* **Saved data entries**
- Opening Delimiter -

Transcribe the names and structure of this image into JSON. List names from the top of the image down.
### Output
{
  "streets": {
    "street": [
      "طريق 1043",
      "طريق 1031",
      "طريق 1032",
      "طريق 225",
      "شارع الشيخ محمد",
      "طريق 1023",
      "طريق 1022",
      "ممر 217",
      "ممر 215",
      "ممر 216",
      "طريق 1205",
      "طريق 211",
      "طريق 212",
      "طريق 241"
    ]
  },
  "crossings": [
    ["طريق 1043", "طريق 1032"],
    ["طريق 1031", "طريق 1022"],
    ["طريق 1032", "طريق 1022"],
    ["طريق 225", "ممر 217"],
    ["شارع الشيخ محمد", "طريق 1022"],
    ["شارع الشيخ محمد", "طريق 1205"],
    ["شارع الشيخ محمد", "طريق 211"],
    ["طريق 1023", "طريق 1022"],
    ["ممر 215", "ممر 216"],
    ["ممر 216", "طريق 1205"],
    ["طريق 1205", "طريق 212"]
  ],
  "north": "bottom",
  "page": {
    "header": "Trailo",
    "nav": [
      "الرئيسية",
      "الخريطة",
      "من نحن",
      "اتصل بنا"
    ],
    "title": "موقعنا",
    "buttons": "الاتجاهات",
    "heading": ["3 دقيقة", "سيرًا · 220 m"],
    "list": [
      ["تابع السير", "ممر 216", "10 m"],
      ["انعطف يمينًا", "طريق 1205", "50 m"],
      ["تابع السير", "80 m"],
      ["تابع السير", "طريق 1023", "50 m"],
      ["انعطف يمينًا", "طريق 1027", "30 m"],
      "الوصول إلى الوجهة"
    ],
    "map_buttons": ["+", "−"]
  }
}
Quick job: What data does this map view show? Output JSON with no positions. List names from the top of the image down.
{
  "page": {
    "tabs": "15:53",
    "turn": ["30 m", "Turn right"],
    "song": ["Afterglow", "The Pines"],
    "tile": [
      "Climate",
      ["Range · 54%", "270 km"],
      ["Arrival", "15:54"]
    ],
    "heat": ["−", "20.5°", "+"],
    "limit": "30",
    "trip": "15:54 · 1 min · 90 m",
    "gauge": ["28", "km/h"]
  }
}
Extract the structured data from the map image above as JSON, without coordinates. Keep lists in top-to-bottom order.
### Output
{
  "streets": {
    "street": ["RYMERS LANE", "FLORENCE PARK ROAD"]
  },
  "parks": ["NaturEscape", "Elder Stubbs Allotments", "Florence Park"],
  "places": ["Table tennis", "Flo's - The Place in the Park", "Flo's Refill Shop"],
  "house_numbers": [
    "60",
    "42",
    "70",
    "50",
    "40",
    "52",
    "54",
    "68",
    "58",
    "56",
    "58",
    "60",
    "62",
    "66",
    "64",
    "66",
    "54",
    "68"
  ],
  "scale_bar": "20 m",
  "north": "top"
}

- Closing Delimiter -

* **What is being asked**
The lines you return should be those above that contain the word "JSON", every one of them.

* **Solution to this problem**
Transcribe the names and structure of this image into JSON. List names from the top of the image down.
Quick job: What data does this map view show? Output JSON with no positions. List names from the top of the image down.
Extract the structured data from the map image above as JSON, without coordinates. Keep lists in top-to-bottom order.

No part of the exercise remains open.